Nasce nel 2008 a Kiev contro il turismo sessuale, il sessismo e altre discriminazioni sociali, è diventato famoso in quest’ultimo anno trovando consenso in tutto il mondo. Durante le manifestazioni, le attiviste usano il proprio corpo come un dazebao su cui rivendicare i propri diritti.

 

In questi ultimi anni si è parla molto del corpo di donna. Ci siamo abituati e forse anche assuefatti all’idea di un uso e consumo della nudità femminile, una mercificazione che umilia e svilisce il concetto stesso di donna.

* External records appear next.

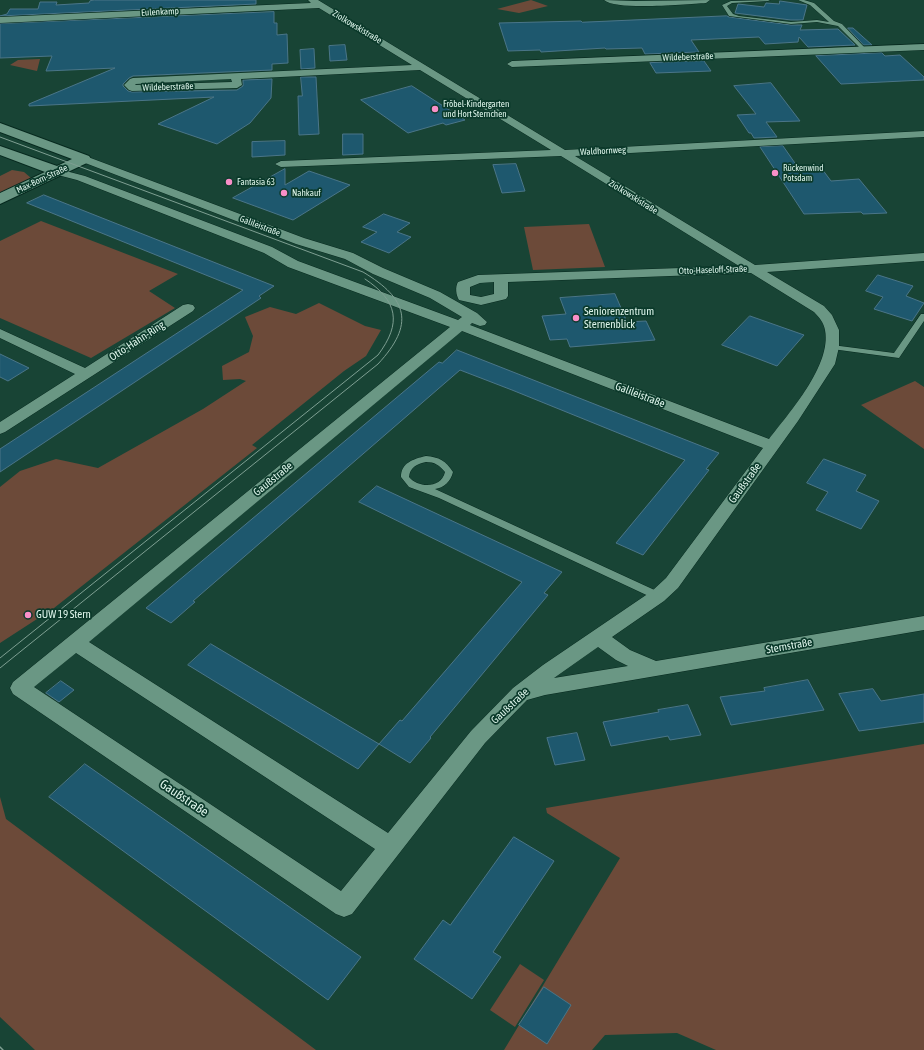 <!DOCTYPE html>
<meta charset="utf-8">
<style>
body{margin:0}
canvas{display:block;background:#184435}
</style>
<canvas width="924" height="1050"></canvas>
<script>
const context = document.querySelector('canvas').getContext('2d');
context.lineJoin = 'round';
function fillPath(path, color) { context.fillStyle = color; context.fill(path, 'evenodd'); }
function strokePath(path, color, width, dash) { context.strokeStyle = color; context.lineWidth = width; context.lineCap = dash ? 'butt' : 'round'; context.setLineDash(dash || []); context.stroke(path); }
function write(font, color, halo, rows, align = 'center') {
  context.font = font + ' "Asap Condensed",sans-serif'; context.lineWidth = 3.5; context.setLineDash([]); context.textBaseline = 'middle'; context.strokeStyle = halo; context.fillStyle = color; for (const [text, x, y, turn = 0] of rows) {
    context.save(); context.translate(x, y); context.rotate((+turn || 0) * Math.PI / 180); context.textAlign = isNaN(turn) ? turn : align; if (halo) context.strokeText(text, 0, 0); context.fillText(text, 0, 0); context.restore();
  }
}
fillPath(new Path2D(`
 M 531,0 L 548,6 L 519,13 L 497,9 Z
 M 40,59 L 37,71 L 10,65 L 18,60 Z
 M 12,170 L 24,172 L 31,178 L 0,193 L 0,176 Z
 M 41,221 L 178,274 L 149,291 L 175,308 L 91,358 L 0,318 L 0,241 Z
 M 589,224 L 605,267 L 533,270 L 524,227 Z
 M 319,303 L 365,326 L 381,330 L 366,356 L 344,371 L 252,445 L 257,448 L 54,608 L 0,643 L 0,487 L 20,471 L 56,459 L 98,468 L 203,409 L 246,381 L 240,379 L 223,380 L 222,366 L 249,352 L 253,336 L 245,317 L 270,307 L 296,314 Z
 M 915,381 L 924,387 L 924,449 L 861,405 Z
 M 924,744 L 924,1050 L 716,1050 L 677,1033 L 605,1035 L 592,1050 L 502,1050 L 504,1050 L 620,858 L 547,813 L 546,808 Z
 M 0,797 L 6,819 L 316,1050 L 35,1050 L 0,1017 Z
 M 520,964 L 544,980 L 515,1027 L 490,1010 Z`), '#6c4a39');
const building = new Path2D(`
 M 95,0 L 256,0 L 256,4 L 0,16 L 7,14 L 10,9 L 38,9 L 40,2 L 57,2 L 56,5 L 89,3 L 90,1 Z
 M 780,1 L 807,5 L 803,20 L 791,20 L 735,13 L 738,4 L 764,7 L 766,3 L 779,4 Z
 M 274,12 L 274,23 L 277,23 L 277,35 L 287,34 L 288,63 L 272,64 L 272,70 L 133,76 L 129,78 L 123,84 L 123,86 L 128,91 L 132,92 L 237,90 L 243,86 L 243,80 L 272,79 L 271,98 L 250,123 L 217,144 L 158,124 L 214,97 L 29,106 L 29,104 L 115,68 L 46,71 L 52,56 L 0,58 L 0,24 Z
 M 727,16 L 729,17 L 791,25 L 802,25 L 800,30 L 838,29 L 855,45 L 808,47 L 799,37 L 798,42 L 765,44 L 759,37 L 691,40 L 699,52 L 645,54 L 642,48 L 606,49 L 605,48 L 541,52 L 540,50 L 508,51 L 499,23 L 581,21 L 582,22 Z
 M 848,28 L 853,28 L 872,45 L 864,45 Z
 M 345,45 L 347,60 L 330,61 L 329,46 Z
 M 314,49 L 315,68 L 301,69 L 300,50 Z
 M 882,53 L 885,56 L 900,55 L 924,77 L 924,80 L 841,84 L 816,56 Z
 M 704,61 L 711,71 L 656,73 L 650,63 Z
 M 301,77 L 316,77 L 319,134 L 299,135 L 298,96 L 302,96 Z
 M 771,83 L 800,121 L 766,122 L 777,137 L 754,138 L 751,133 L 749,133 L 737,115 L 756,114 L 734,86 Z
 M 412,86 L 465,120 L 446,125 L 443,123 L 408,133 L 361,100 Z
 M 343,134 L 363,134 L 363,154 L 343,155 Z
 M 285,141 L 285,155 L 252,157 L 252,142 Z
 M 783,146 L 797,166 L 819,165 L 831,181 L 859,179 L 887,213 L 863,214 L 861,212 L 804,214 L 760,147 Z
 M 516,164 L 525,191 L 502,193 L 493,165 Z
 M 285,169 L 285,185 L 309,171 L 350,185 L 293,220 L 233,198 Z
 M 44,195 L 274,286 L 259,296 L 261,298 L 0,472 L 0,449 L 243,290 L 27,203 Z
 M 384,214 L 410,223 L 397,232 L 411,237 L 389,253 L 361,242 L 377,232 L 363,227 Z
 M 878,275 L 913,286 L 906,296 L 924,303 L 912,321 L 874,309 L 883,297 L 866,291 Z
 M 615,294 L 627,322 L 646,321 L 655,340 L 570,347 L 567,339 L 550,340 L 542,316 L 566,314 L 560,298 Z
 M 750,316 L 804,335 L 777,366 L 722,345 Z
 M 457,350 L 719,453 L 706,469 L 709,470 L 643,555 L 616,543 L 685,460 L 512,390 L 460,370 L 193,601 L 195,602 L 171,623 L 146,608 L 439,362 L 442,363 Z
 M 0,354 L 29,368 L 8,381 L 0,377 Z
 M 824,459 L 866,475 L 856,491 L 879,501 L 861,529 L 816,510 L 828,492 L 807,483 Z
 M 377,486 L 562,572 L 544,593 L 548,595 L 430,737 L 431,738 L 410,763 L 379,744 L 400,720 L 402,721 L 522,582 L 359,502 Z
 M 211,644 L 379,744 L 358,769 L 188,665 Z
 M 808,680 L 824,710 L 731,725 L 720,697 L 765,691 L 764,688 Z
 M 61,681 L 74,690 L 59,702 L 46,693 Z
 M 873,689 L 881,701 L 924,694 L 924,722 L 859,731 L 839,694 Z
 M 688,705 L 701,735 L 670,740 L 668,736 L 611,746 L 603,722 L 659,712 L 658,710 Z
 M 577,733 L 585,760 L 555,765 L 547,738 Z
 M 85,764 L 361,957 L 328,1000 L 49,797 Z
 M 514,837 L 554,861 L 493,952 L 501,957 L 472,999 L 414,959 L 443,920 L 450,925 Z
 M 544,987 L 571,1005 L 547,1044 L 519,1025 Z`);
fillPath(building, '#1e586e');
strokePath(building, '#4a7588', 1);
const service = new Path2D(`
 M 770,0 L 768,1 L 732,3 L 727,6 L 733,14 L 739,16 L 791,22 L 817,20 L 829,22 L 810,5 L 798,0 L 804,0 L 814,3 L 834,21 L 842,24 L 866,49 L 862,50 L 838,26 L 817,22 L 791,24 L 729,16 L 722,5 L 731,1 Z
 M 921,314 L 924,314 L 924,321 L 899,358 L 832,349 L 828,347 L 832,345 L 894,353 Z
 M 426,456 C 439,457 446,461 453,472 C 451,481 444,488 435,489 L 661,593 L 663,596 L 661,599 L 655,599 L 439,498 L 409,487 L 401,477 C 401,463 413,459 426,456 ZM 426,462 C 435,462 439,465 445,472 C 441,489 418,488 409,477 C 410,467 417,464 426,462 Z`);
const minor = new Path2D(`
 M 308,0 L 318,0 L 565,150 L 924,131 L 924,137 L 575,156 L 755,265 L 924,253 L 924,261 L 767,272 L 824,306 L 832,315 L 839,330 L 839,347 L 835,364 L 798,421 L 678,588 L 664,601 L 612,637 L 630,650 L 656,661 L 924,616 L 924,630 L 545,695 L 527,700 L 485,743 L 352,914 L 344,917 L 336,914 L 13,694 L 10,688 L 13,682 L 450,327 L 288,267 L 264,253 L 77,180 L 54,174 L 52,172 L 54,170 L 58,169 L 85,176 L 272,247 L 298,261 L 458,320 L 462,317 L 430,298 L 373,274 L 345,259 L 296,244 L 80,161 L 78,159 L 80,157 L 88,157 L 304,238 L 353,253 L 383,268 L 440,292 L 477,313 L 487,322 L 485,325 L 480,326 L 472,323 L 470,325 L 769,439 C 789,413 832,365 825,330 C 824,323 819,317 814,312 L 751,273 L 508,282 L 508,296 L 506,299 L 481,305 L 459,300 C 456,295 455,287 458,282 L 478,275 L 739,266 L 561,156 L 281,167 L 275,164 L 281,161 L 551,150 L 420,70 L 241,79 L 242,85 L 237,88 L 132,91 L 129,90 L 124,85 L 130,79 L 133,78 L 412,65 L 319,8 L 0,23 L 0,17 L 311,3 ZM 231,79 L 232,82 L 135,85 L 136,84 ZM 494,282 L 494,294 L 481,297 L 470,295 L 470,287 L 480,283 ZM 462,331 L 763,448 L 666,578 L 652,591 L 543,665 L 513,688 L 471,731 L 388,833 L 89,642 ZM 598,647 L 616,660 L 628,666 L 554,678 ZM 76,653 L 375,849 L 341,891 L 34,687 Z
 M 604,0 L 635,1 L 710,0 L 706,3 C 687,4 616,11 604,0 Z
 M 924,44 L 924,50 L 512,67 L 507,64 L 512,61 Z
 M 188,304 L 193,305 L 195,308 L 193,311 L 5,432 L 0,434 L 0,422 L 75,374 L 0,338 L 0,329 L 85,368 L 183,305 Z`);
const tertiary = new Path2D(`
 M 0,123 L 89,156 L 91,159 L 89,162 L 0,204 L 0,193 L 45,172 L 0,155 L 0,146 L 57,166 L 72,159 L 0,132 Z`);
strokePath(service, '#06291e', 1);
strokePath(minor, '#06291e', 1);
strokePath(tertiary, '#06291e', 2);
fillPath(service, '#6a9784');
fillPath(minor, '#6a9784');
fillPath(tertiary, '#6a9784');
strokePath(new Path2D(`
 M 0,137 L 363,272 C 408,299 415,324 378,364 L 0,668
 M 0,658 L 378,355 C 402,323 398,301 365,279`), '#7e9f92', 1);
strokePath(new Path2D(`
 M 0,1047 L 3,1050`), '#7e9f92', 1.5);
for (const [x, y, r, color] of [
 [435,109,4,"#f98fc8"],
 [775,173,4,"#f98fc8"],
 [229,182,4,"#f98fc8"],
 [284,193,4,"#f98fc8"],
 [576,318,4,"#f98fc8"],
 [28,615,4,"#f98fc8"]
]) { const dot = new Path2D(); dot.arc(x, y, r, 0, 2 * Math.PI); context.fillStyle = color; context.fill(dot); strokePath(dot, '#0b3a2b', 1.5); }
write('9px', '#def5eb', '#0b3a2b', [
 ["Eulenkamp",160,12,-3],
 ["Ziolkowskistraße",357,27,31],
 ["Wildeberstraße",688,57,-2],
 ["Wildeberstraße",168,87,-2],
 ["Waldhornweg",603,151,-3],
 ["Max-Born-Straße",42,179,-25],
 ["Ziolkowskistraße",633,197,32],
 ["Galileistraße",260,226,21],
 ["Otto-Haseloff-Straße",713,270,-2]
]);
write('9px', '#def5eb', '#0b3a2b', [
 ["Fröbel-Kindergarten",443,104],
 ["und Hort Sternchen",443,114],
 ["Rückenwind",783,168],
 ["Potsdam",783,178],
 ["Fantasia 63",237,182],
 ["Nahkauf",292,193]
], 'left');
write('11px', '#def5eb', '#0b3a2b', [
 ["Seniorenzentrum",584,312],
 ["Sternenblick",584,325],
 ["GUW 19 Stern",36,615]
], 'left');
write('11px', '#def5eb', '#0b3a2b', [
 ["Otto-Hahn-Ring",137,341,-33],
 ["Galileistraße",640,395,21],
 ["Gaußstraße",273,479,-39],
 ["Gaußstraße",745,483,-54],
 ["Sternstraße",789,646,-10],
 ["Gaußstraße",510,706,-43]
]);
write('13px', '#def5eb', '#0b3a2b', [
 ["Gaußstraße",184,798,34]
]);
</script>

Un modello, tipico di questa epoca grigia, in cui tutto appare soggetto al consumismo sfrenato. Siamo eredi e vittime di un meccanismo in cui dietro un’ipocrisia di fondo le donne continuano a vivere e subire la società maschilista. Questo chiaramente in alcuni paesi accade molto più di altri, ma l’attacco alla donna e alla sua dignità è tresversale.

 

Come rispondono a tutto questo le donne? Si spogliano!

Si spogliano e manifestano il loro dissenso, rompendo il muro di silenzio sulla condizione delle donne, con lo stesso modello utilizzato dalla società.  E a quanto pare, ci riescono.

Femen- cosi si chiama il movimento di donne che protestano in topless- in poco tempo è riuscito a destare l’attenzione di media e opinione pubblica, suscitando l’ interesse generale su temi importanti che riguardano la donna, dal diritto all’aborto, alla discriminazione di genere agli abusi sessuali, alla violenza.

 

 

A chi combatte con coraggio per i diritti e la dignità, a chi ha perso la vita e lascia al mondo un’importante eredità.